### INFORMATION SHOWN
·····

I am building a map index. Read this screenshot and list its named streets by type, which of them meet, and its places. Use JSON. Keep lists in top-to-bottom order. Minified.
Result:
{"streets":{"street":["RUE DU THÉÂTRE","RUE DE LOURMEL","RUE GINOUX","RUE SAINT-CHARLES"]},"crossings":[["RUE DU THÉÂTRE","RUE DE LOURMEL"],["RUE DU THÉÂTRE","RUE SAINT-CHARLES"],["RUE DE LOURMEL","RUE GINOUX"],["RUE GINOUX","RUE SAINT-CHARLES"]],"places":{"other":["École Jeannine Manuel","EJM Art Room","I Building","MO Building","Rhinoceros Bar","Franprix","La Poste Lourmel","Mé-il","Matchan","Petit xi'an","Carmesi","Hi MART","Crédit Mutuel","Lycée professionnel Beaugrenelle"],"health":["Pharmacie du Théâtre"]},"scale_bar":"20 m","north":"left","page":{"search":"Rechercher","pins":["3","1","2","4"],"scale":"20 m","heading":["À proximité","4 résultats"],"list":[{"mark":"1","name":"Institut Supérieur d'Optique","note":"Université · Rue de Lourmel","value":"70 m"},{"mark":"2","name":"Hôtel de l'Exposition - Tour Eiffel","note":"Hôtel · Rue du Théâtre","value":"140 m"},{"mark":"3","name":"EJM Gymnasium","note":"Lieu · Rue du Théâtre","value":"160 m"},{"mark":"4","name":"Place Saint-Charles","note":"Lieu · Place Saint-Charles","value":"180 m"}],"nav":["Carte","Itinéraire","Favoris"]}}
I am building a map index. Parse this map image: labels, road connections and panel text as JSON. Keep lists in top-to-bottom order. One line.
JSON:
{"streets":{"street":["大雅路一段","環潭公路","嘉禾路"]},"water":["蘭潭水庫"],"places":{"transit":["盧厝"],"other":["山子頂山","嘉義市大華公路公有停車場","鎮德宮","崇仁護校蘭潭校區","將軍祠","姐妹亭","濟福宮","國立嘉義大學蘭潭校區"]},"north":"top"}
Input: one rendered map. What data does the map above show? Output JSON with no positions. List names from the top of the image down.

·····

### ACTION ITEM
Transcribe all of the material exactly. Omit nothing.

### RESULT OF THE EXERCISE
I am building a map index. Read this screenshot and list its named streets by type, which of them meet, and its places. Use JSON. Keep lists in top-to-bottom order. Minified.
Result:
{"streets":{"street":["RUE DU THÉÂTRE","RUE DE LOURMEL","RUE GINOUX","RUE SAINT-CHARLES"]},"crossings":[["RUE DU THÉÂTRE","RUE DE LOURMEL"],["RUE DU THÉÂTRE","RUE SAINT-CHARLES"],["RUE DE LOURMEL","RUE GINOUX"],["RUE GINOUX","RUE SAINT-CHARLES"]],"places":{"other":["École Jeannine Manuel","EJM Art Room","I Building","MO Building","Rhinoceros Bar","Franprix","La Poste Lourmel","Mé-il","Matchan","Petit xi'an","Carmesi","Hi MART","Crédit Mutuel","Lycée professionnel Beaugrenelle"],"health":["Pharmacie du Théâtre"]},"scale_bar":"20 m","north":"left","page":{"search":"Rechercher","pins":["3","1","2","4"],"scale":"20 m","heading":["À proximité","4 résultats"],"list":[{"mark":"1","name":"Institut Supérieur d'Optique","note":"Université · Rue de Lourmel","value":"70 m"},{"mark":"2","name":"Hôtel de l'Exposition - Tour Eiffel","note":"Hôtel · Rue du Théâtre","value":"140 m"},{"mark":"3","name":"EJM Gymnasium","note":"Lieu · Rue du Théâtre","value":"160 m"},{"mark":"4","name":"Place Saint-Charles","note":"Lieu · Place Saint-Charles","value":"180 m"}],"nav":["Carte","Itinéraire","Favoris"]}}
I am building a map index. Parse this map image: labels, road connections and panel text as JSON. Keep lists in top-to-bottom order. One line.
JSON:
{"streets":{"street":["大雅路一段","環潭公路","嘉禾路"]},"water":["蘭潭水庫"],"places":{"transit":["盧厝"],"other":["山子頂山","嘉義市大華公路公有停車場","鎮德宮","崇仁護校蘭潭校區","將軍祠","姐妹亭","濟福宮","國立嘉義大學蘭潭校區"]},"north":"top"}
Input: one rendered map. What data does the map above show? Output JSON with no positions. List names from the top of the image down.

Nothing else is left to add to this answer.